調査会社IDCによれば、2025年にリアルタイムデータの生成データ量が175ゼタバイト(1ゼタバイト=10億テラバイト)にまで増加するとされています。

出典:調査会社IDC:The Digitization of the World from Edge to Core

この数値は世界的なデータ量の推計になりますが、企業単位でも増え続けるデータに対応するため、ファイルの運用管理はこれまで以上に意識的に行う必要があります。

このような世界のデータ生成量が大幅に上昇すると見込まれる背景には、以下の要因が考えられています。

場所を問わない働き方の推進

企業形態や事業内容を関わらず、クラウドストレージを活用した場所を問わない働き方が加速しています。

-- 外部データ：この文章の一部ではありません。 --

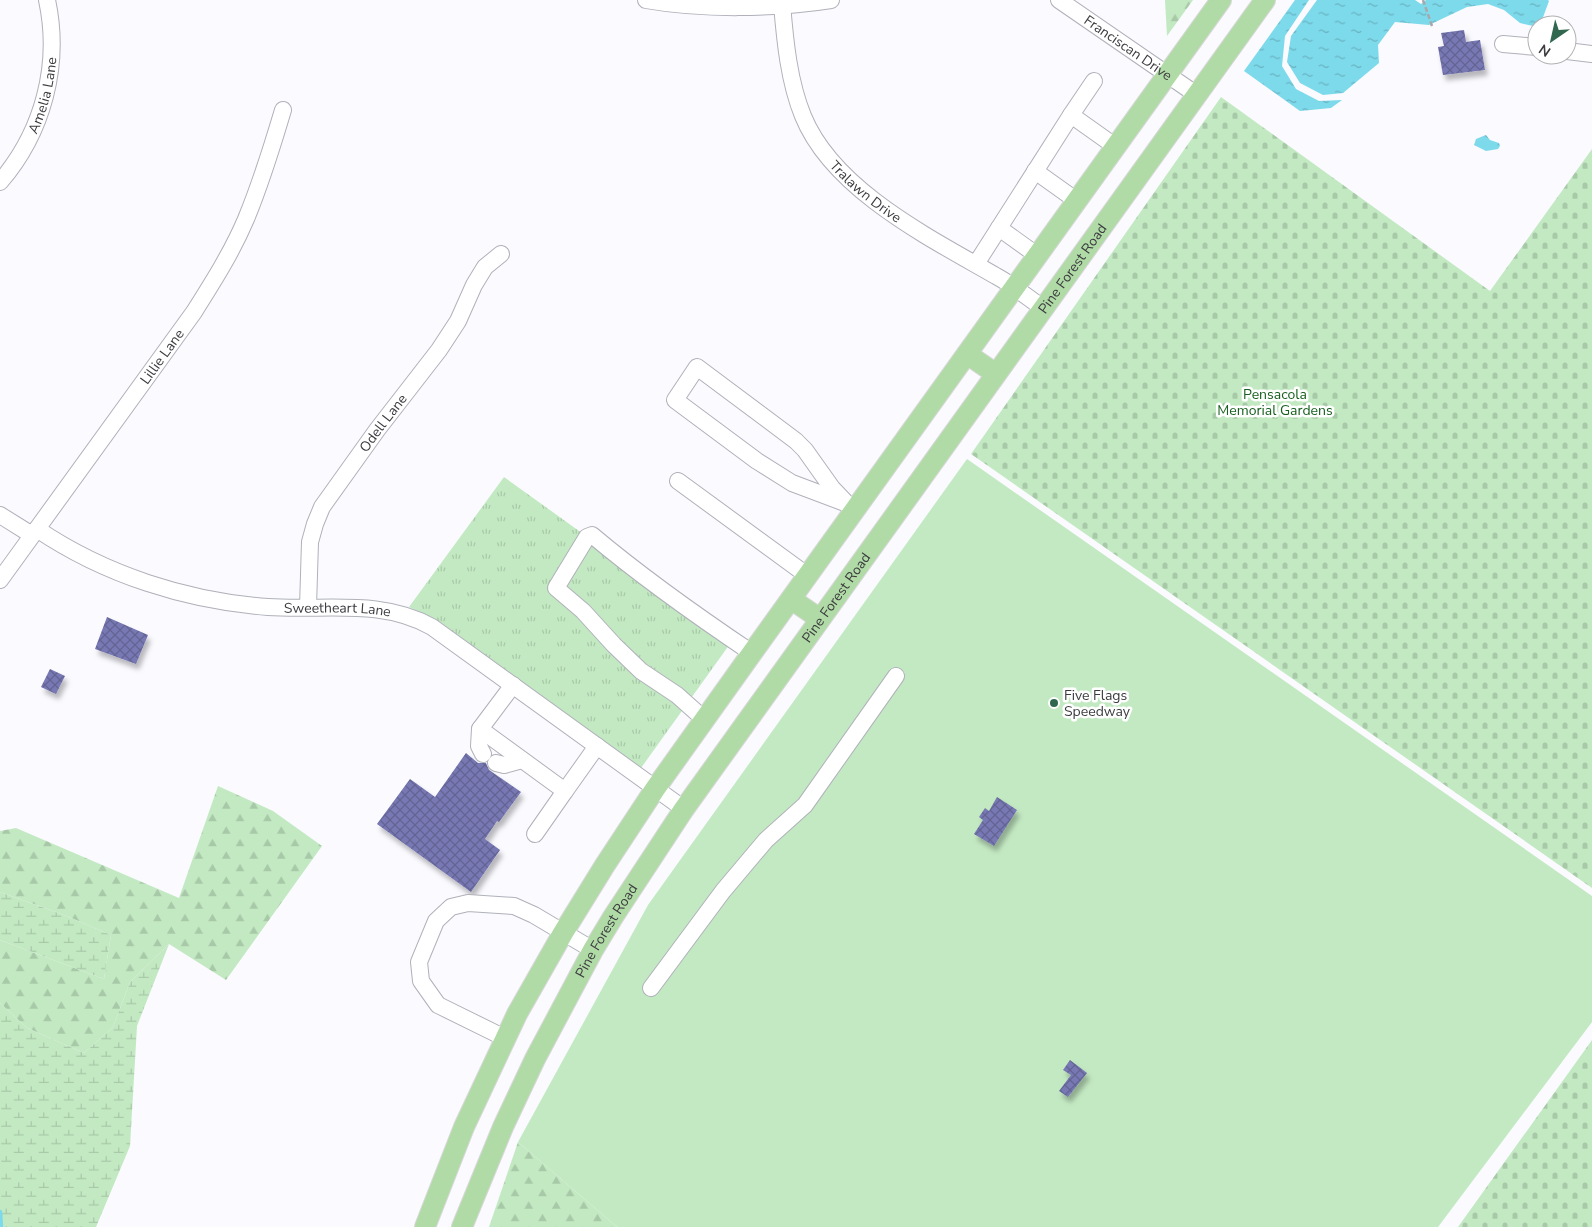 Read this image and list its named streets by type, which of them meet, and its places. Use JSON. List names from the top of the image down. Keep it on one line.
{"streets":{"main road":["Pine Forest Road"],"street":["Franciscan Drive","Amelia Lane","Tralawn Drive","Lillie Lane","Odell Lane","Sweetheart Lane"]},"crossings":[["Franciscan Drive","Pine Forest Road"],["Tralawn Drive","Pine Forest Road"],["Pine Forest Road","Sweetheart Lane"],["Lillie Lane","Sweetheart Lane"],["Odell Lane","Sweetheart Lane"]],"parks":["Pensacola Memorial Gardens"],"places":["Five Flags Speedway"],"north":"bottom left"}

そのため、分散保存による部分最適からシステム統合管理が主流となっており、場所を問わないクラウドストレージへのアクセスが急増するとともに、利便性が向上した結果、ファイルの保存数が増加しています。

従業員が様々なプラットフォームを利用している

PC、Mac、モバイルのほか、IoT機器なども加わり、多数のデバイスからストレージへのアクセスが増加傾向にあります。
蓄積されるデータも用途ごとに違い、情報の重要度も異なるデータが増加しています。

2. データ活用を推進していくにはファイル保存ルールの策定が重要

パブリッククラウドを活用している場合、フルスクラッチのように企業への最適化はされていないため、運用ルールを定めた利用が求められてきます。

また、無計画なままファイル保存や管理を行うと、階層型ストレージのメリットを最大限に活かすことができなくなります。
結果的に、かえってコスト増大やデータスワンプといった状態を招いてしまうリスクもあります。

一般的にファイル(情報)には、情報の生成から活用、削除といったライフサイクル(ILM)がありますが、このファイルのライフサイクルに着目したルールを決めて、ファイル運用していくことで、円滑なファイル活用を実現できる可能性が高まります。

データの保管のみならず廃棄ルールも決めておく

法令によって文書の保管期間が定められているなど、文書の属性次第で管理方法が変わる場合があります。

また、繰り返し使うことの無いファイルもライフサイクルに基づいた運用方法について、あらかじめルールを決めておくことが必要です。

3. 情報のライフサイクル管理(Information Lifecycle Management | ILM)の重要性

ここからは、ファイルを適切に運用していく際に役立つ考え方を紹介していきます。
まず初めに、「情報のライフサイクル管理(以下、「ILM」とする。)」について解説します。

ILMとは、「作成」「活用」「参照」「保存」「破棄」といった情報のライフサイクルに着目して情報(データ)を管理する手法のこと言います。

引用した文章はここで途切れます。